Vacuum consumable arc melting is one of the main melting modes for preparing titanium alloy ingots. The power supply system of the vacuum consumable arc furnace not only applies smelting current to melt the consumable electrode, but also applies an axial stirring magnetic field to play roles in stirring a molten pool and stabilizing an electric arc. Wherein the stirring magnetic field comprises a direct current magnetic field and an alternating magnetic field; the magnetic field direction of the direct current magnetic field is unchanged, and the molten pool rotates under the magnetic field force with the unchanged direction, so that the melt in the molten pool is stirred; the direction of the alternating magnetic field changes periodically, and the melt in the molten pool is stirred back and forth under the action of alternating force.

Technical staff find in the research process that the reason that the uniformity of the titanium alloy cast ingot prepared by the traditional method is lower is that Fe segregation is extremely easy to form in the titanium alloy, and finally beta spots are formed, so that the plasticity and fatigue performance of structural members can be reduced when the titanium alloy cast ingot is used for preparing large-size structures such as landing gear of an airplane.

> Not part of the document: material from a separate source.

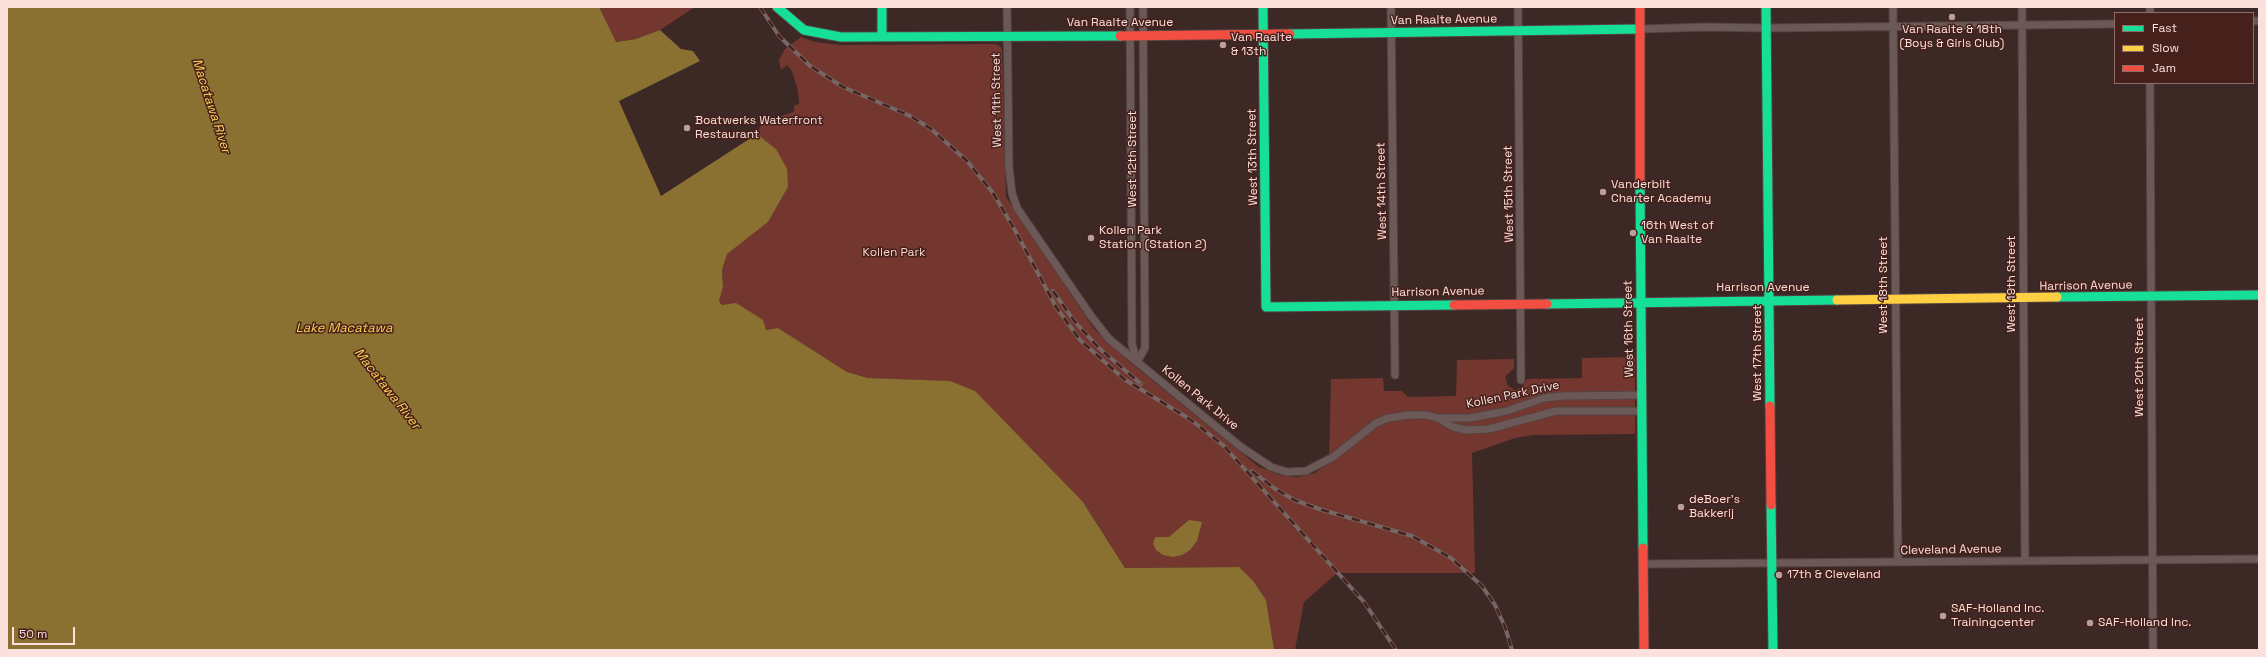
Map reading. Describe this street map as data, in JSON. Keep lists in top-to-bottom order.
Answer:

An embodiment of the invention provides a preparation method of a titanium alloy cast ingot, which comprises the following steps:

sequentially carrying out first smelting, second smelting and third smelting on the titanium alloy consumable electrode by adopting a vacuum consumable arc smelting furnace to prepare a titanium alloy cast ingot; the chemical components of the titanium alloy consumable electrode comprise iron element; the first smelting adopts a direct-current stirring magnetic field, and the magnetic field strength is 10 Gs-25 Gs; the second smelting adopts a direct-current stirring magnetic field, and the magnetic field strength is 10 Gs-30 Gs; the third smelting adopts an alternating current stirring magnetic field, and the magnetic field strength is 12 Gs-30 Gs.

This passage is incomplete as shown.